Robocop (1987) pushes this thought experiment further. Murphy has flat-lined, and the corporate exec responsible (who is evil, naturally--this was the 80s) insists that the armored cyborg his company has created out of Murphy's brain, a few sustaining organs and his face "doesn't have a name. He has a program. He's product." But the film denies this: as memories emerge from his earlier life, Murphy expresses regret, overcomes his robotic programming, and reclaims his name. This is a much more agonizing struggle than that faced by Marcus Wright in Salvation: Wright has lost nothing from his former life; Murphy everything.

An organic body seems crucial to the limit we are exploring. HAL in 2001: A Space Odyssey (1968) may be sentient, but he is always just a computer. Nor do aliens challenge what is human. Though they are often used as metaphors for human diversity, they're still not us unless they have our 23 chromosomal base pairs.

Star Trek (1966, rebooted 2009) presents Spock as a liminal example of what is human. Spock's human mother waters down the purity of the test case, but as a Vulcan, any humanity ascribed to him is only through a generous (human) act of inclusion. Spock denies his humanity, and though Kirk can call him human (sometimes as a compliment, sometimes as a provocation) he is not doing so with philosophical rigor. If we judge what is human by behavior--irrationality, emotional outbursts, or a proclivity for one-night stands--then being human reduces again to mere metaphor.
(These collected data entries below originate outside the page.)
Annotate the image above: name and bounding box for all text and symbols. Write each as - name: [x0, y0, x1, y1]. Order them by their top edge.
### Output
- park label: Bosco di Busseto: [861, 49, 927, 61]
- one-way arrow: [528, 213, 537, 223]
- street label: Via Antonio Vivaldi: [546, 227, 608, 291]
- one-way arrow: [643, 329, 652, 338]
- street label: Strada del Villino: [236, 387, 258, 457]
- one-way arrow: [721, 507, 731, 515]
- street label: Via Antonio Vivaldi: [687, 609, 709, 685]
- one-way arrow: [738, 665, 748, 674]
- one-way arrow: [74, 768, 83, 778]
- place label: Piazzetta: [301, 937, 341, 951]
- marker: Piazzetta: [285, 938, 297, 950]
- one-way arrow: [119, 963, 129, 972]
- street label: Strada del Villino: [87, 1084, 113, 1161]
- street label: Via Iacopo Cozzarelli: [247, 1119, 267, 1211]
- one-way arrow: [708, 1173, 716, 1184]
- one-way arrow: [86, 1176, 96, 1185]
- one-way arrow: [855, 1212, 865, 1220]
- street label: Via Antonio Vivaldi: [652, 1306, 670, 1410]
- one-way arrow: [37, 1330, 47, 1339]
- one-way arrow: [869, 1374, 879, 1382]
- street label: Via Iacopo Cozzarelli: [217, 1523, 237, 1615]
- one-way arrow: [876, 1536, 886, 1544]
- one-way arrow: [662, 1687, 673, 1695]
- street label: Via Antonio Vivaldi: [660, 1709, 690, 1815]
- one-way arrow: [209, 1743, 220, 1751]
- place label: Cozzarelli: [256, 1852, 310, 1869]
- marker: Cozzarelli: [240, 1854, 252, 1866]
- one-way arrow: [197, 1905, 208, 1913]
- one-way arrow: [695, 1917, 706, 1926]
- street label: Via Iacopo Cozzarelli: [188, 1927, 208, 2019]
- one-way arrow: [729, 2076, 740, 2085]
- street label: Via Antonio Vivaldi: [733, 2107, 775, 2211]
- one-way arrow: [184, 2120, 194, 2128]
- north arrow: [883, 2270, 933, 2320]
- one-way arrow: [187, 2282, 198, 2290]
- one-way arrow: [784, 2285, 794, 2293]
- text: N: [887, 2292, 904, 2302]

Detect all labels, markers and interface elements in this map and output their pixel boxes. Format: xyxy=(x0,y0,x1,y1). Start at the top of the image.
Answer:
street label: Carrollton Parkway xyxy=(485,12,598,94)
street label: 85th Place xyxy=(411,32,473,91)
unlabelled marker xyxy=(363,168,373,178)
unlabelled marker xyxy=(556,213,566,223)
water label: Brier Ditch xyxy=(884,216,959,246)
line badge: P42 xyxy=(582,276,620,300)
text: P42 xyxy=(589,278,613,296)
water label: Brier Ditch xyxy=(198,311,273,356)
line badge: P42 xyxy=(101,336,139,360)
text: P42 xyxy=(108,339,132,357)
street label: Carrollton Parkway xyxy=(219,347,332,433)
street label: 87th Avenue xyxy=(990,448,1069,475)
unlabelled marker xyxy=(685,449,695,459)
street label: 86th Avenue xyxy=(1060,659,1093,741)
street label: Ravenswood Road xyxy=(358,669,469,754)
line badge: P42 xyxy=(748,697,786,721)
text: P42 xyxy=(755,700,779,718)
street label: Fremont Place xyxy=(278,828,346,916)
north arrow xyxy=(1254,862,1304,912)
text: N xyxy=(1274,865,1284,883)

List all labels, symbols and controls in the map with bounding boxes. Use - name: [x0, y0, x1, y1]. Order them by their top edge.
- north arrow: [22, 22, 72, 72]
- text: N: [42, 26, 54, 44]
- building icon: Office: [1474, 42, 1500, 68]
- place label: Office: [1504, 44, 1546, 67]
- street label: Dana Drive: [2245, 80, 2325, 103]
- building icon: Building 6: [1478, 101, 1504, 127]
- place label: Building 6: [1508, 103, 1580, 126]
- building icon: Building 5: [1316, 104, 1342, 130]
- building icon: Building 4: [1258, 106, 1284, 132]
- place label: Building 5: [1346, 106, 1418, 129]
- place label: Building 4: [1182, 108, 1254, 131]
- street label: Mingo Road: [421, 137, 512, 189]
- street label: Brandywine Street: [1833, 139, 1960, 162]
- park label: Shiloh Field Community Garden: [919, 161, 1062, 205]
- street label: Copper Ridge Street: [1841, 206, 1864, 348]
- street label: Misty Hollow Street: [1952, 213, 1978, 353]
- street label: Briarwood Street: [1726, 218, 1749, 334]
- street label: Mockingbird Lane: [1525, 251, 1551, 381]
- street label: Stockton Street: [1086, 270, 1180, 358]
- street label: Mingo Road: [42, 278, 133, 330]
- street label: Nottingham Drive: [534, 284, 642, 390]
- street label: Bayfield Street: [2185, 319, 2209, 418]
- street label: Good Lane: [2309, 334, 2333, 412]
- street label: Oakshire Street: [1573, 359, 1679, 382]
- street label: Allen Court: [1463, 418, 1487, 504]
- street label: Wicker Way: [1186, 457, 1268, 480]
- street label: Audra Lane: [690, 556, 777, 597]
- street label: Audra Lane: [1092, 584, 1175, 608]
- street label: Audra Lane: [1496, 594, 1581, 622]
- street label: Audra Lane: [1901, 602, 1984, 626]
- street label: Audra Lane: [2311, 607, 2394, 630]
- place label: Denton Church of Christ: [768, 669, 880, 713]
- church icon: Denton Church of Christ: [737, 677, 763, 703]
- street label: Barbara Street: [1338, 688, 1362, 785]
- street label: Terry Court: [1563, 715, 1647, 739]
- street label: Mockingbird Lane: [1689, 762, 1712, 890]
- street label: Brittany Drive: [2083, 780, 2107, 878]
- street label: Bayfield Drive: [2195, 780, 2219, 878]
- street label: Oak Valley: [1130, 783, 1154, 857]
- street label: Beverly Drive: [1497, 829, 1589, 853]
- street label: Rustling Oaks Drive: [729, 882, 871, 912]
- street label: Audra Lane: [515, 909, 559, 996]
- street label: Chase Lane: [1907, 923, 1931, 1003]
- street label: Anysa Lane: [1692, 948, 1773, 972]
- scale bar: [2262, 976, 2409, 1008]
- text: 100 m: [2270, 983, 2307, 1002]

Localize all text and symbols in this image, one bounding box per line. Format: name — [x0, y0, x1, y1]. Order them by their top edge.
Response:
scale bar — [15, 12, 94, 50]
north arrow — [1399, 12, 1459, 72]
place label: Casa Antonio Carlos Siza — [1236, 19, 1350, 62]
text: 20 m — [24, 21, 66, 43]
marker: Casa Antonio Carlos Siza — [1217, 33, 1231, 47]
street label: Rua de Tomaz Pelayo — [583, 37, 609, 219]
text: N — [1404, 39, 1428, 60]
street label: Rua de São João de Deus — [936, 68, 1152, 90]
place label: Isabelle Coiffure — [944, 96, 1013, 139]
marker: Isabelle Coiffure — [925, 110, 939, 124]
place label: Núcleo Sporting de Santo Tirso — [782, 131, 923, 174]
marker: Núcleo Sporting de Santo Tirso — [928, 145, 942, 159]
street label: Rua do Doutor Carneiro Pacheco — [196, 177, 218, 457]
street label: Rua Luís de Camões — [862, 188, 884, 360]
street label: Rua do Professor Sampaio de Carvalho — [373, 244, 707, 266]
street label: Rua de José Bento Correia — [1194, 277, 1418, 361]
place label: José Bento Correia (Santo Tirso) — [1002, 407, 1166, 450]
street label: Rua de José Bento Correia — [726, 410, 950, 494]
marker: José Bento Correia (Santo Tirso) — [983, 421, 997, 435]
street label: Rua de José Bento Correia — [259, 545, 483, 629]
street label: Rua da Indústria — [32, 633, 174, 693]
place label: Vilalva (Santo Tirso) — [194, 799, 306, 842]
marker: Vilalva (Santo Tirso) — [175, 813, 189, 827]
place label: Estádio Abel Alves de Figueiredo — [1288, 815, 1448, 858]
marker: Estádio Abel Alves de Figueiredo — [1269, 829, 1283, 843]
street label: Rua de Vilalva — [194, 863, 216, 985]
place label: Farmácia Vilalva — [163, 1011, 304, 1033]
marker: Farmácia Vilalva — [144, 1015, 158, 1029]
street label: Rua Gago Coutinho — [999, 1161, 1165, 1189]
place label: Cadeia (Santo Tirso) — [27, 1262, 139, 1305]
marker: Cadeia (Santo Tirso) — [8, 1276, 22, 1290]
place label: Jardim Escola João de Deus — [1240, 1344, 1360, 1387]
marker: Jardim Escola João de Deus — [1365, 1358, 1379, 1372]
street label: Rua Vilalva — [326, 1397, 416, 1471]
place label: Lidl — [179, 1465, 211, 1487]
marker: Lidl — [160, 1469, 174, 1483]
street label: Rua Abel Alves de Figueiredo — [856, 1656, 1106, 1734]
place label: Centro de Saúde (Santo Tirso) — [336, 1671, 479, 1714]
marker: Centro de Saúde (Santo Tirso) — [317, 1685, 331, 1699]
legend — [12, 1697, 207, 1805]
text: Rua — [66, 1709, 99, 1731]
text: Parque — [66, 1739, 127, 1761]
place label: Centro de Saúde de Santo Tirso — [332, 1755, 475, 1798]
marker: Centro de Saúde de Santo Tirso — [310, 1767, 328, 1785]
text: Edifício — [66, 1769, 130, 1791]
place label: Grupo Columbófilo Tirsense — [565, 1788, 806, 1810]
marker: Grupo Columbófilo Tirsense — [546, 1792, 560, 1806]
Terminator (1984) understood this problem. Though Terminators are called cyborgs, they don't press the limit of what's human. Their organics are only cosmetic. Schwarzenegger-shaped skin serves only as a mask for deception and infiltration, and doesn't impact the robot's programming. Compare the fleshy grafts Data receives from the Borg in Star Trek: First Contact (1996), which begin a horrific seduction as Data's organic replacement parts grant deep human sensations. The appearance of the Terminators enters the Uncanny Valley: all surface, but wrong, because what's beneath, both literally and metaphysically, is not us.

In Battlestar Galactica (2003) Cylon "skin jobs" are genetically indistinguishable from humans, even though they have "evolved" from inorganic, human-created robots. Cylons pass for humans (glowing spines excepted), even if the last half of season four removed the most interesting aspects of this causational chain from human to robot to synthetic organic being. This echoes the role of the replicants in Blade Runner (1982), where the aim was, according to the motto of the Tyrell Corporation, to be "More Human Than Human."The current BSG prequel, Caprica, reveals the origin of the first Cylon: a dead teenage girl whose memories have been digitized and downloaded into a robotic shell.